- Task to complete
A complete response lists each line of the data below that includes the word "utca".

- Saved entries
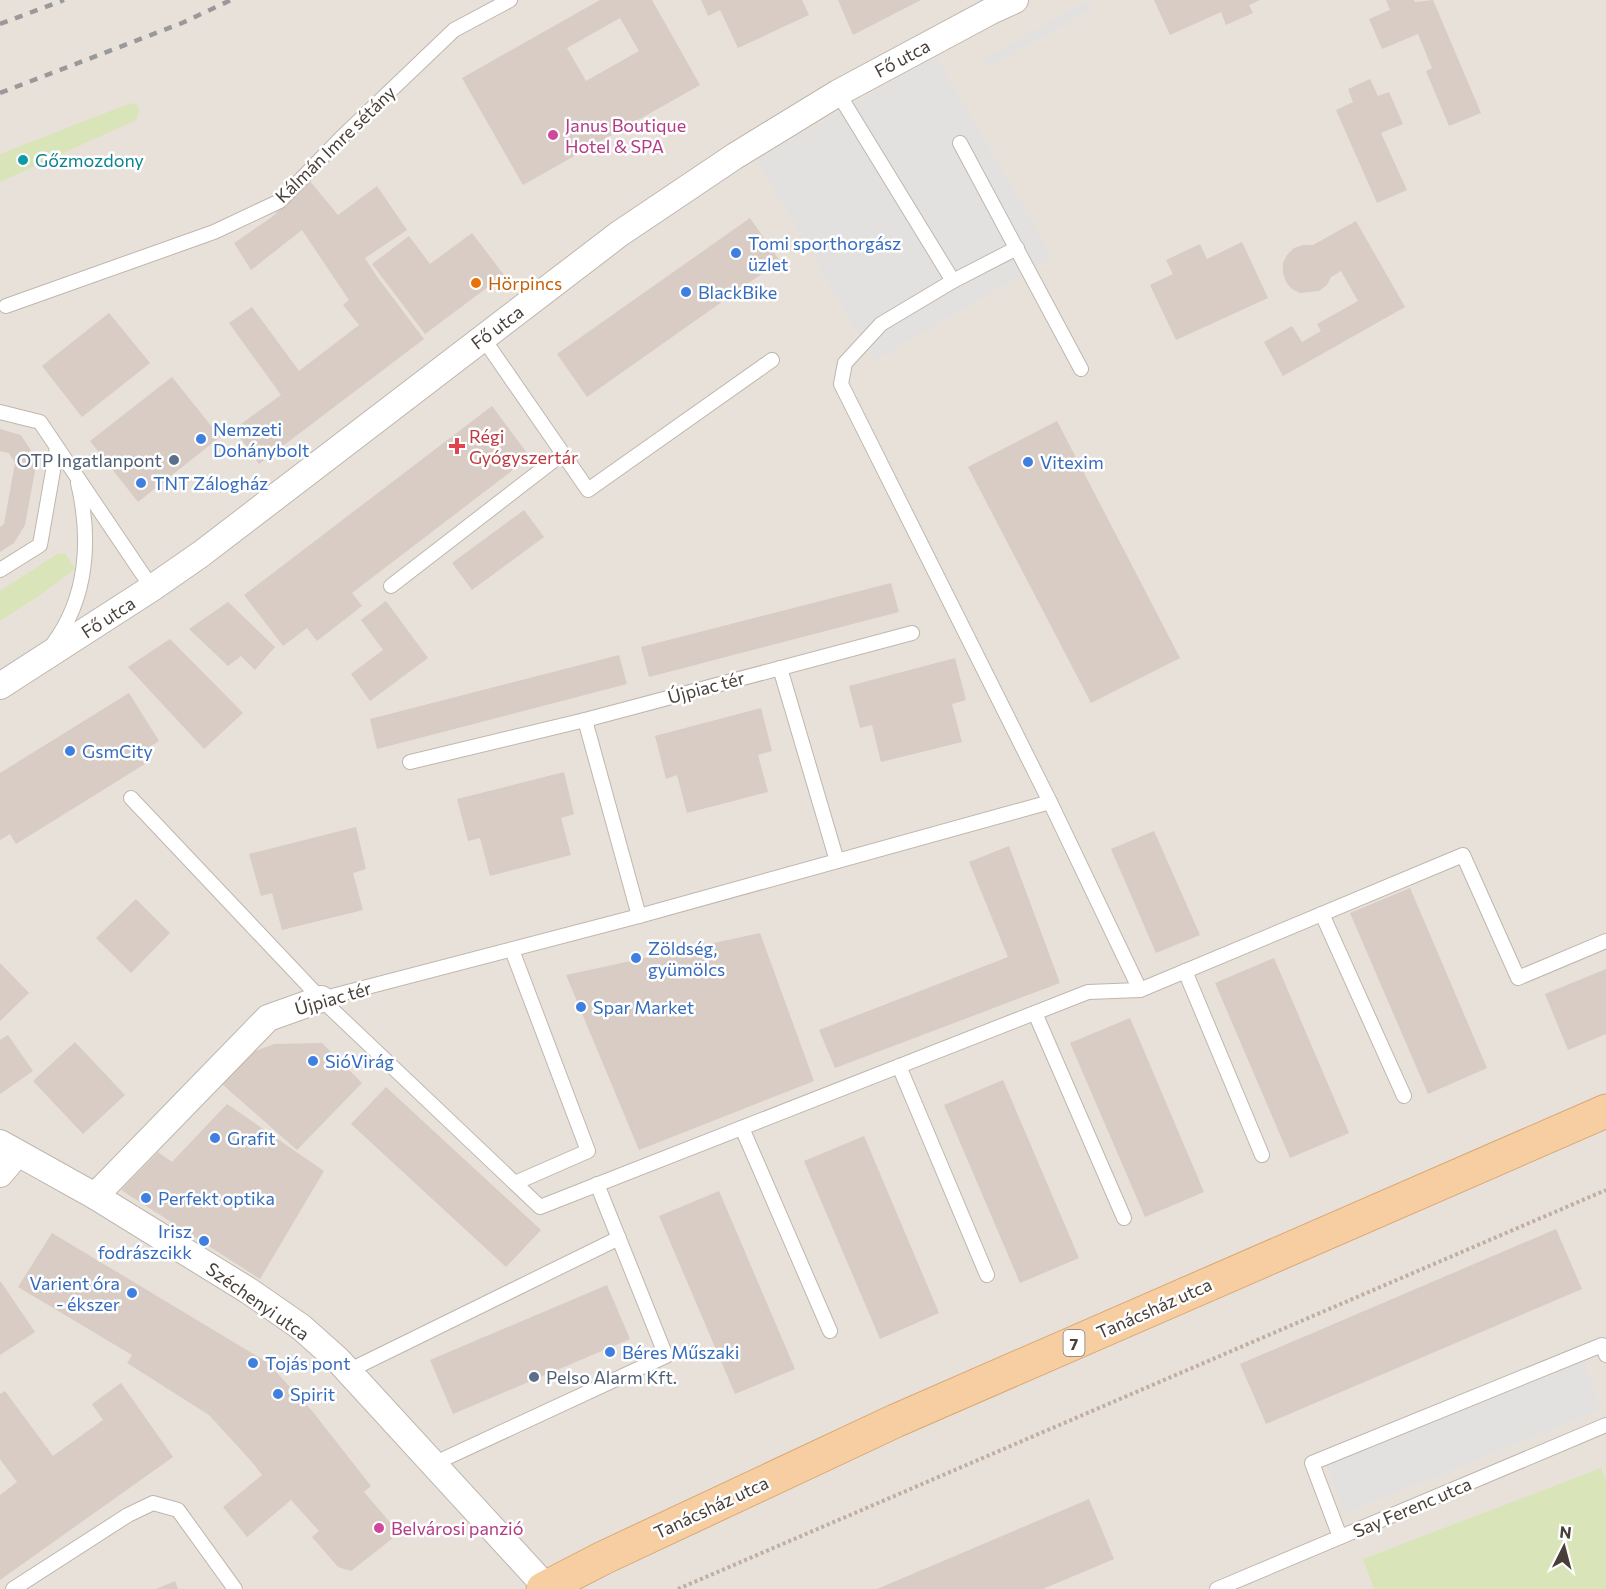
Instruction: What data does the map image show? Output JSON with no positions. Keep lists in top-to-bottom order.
{
  "streets": {
    "main road": ["Tanácsház utca", "7"],
    "street": ["Fő utca", "Újpiac tér", "Széchenyi utca"],
    "lane": ["Kálmán Imre sétány", "Say Ferenc utca"]
  },
  "crossings": [
    ["Újpiac tér", "Széchenyi utca"],
    ["Széchenyi utca", "Tanácsház utca"]
  ],
  "places": {
    "other": [
      "Janus Boutique Hotel & SPA",
      "Gőzmozdony",
      "Tomi sporthorgász üzlet",
      "Hörpincs",
      "BlackBike",
      "Nemzeti Dohánybolt",
      "OTP Ingatlanpont",
      "Vitexim",
      "TNT Zálogház",
      "GsmCity",
      "Zöldség, gyümölcs",
      "Spar Market",
      "SióVirág",
      "Grafit",
      "Perfekt optika",
      "Irisz fodrászcikk",
      "Varient óra - ékszer",
      "Béres Műszaki",
      "Tojás pont",
      "Pelso Alarm Kft.",
      "Spirit",
      "Belvárosi panzió"
    ],
    "health": ["Régi Gyógyszertár"]
  },
  "north": "top"
}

- Solution to this task
    "main road": ["Tanácsház utca", "7"],
    "street": ["Fő utca", "Újpiac tér", "Széchenyi utca"],
    "lane": ["Kálmán Imre sétány", "Say Ferenc utca"]
    ["Újpiac tér", "Széchenyi utca"],
    ["Széchenyi utca", "Tanácsház utca"]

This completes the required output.